Os povos indígenas são os melhores guardiões das florestas na América Latina e Caribe, segundo relatório da ONU. E de fato são. As terras indígenas no Brasil possuem as áreas mais conservadas do país, além de possuírem as menores taxas de desmatamento. Foi dentro desses espaços que também retornaram espécies ameaçadas de extinção, como o caso das ariranhas do Rio Içana, no Amazonas, e do mutum-pinima, uma das aves mais ameaçadas, avistada na Terra Indígena Mãe Maria, no Pará. Onde tem terras indígenas a biodiversidade está protegida e garantida.
Por outro lado, o cenário das terras indígenas se torna preocupante, pois os territórios concentram metade das áreas atingidas pelas queimadas nos últimos meses, com mais de 3,8 milhões de hectares destruídos. E, apesar de não estarem entre os causadores – é importante ressaltar que se tratam de queimadas criminosas –, os indígenas e os quilombolas compõem mais da metade dos brigadistas que estão atuando no combate aos incêndios, segundo o presidente do Ibama.
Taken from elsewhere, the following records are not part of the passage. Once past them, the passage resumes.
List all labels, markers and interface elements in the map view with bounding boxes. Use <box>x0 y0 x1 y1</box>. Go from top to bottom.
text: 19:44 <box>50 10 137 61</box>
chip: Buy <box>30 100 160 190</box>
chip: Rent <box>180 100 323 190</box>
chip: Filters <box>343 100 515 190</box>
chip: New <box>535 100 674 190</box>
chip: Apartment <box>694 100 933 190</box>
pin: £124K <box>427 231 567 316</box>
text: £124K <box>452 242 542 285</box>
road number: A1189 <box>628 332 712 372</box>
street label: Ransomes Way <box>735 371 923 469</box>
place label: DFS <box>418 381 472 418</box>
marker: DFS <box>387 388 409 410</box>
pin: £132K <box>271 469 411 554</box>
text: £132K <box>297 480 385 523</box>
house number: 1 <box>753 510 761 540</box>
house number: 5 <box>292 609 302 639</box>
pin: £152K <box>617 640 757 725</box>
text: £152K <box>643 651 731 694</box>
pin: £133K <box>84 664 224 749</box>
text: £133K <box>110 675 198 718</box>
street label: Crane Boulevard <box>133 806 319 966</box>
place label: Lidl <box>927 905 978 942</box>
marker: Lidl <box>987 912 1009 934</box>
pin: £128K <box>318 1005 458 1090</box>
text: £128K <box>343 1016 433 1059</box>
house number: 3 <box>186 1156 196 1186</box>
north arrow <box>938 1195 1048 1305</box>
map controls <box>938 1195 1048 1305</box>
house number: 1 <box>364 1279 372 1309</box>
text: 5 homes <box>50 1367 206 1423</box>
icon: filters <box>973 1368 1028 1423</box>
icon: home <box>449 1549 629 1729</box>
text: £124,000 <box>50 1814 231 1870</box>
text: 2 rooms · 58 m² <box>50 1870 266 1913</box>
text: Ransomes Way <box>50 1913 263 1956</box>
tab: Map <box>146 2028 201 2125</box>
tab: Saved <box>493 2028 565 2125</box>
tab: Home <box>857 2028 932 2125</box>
As queimadas provocam uma destruição que vai muito além do que os olhos possam enxergar. As populações indígenas são atingidas pelo racismo ambiental, uma vez que é da terra onde vivem que tiram o que comer e beber. E o território é também uma extensão de nosso corpo e nosso espírito, com o qual possuímos profundas relações físicas e espirituais.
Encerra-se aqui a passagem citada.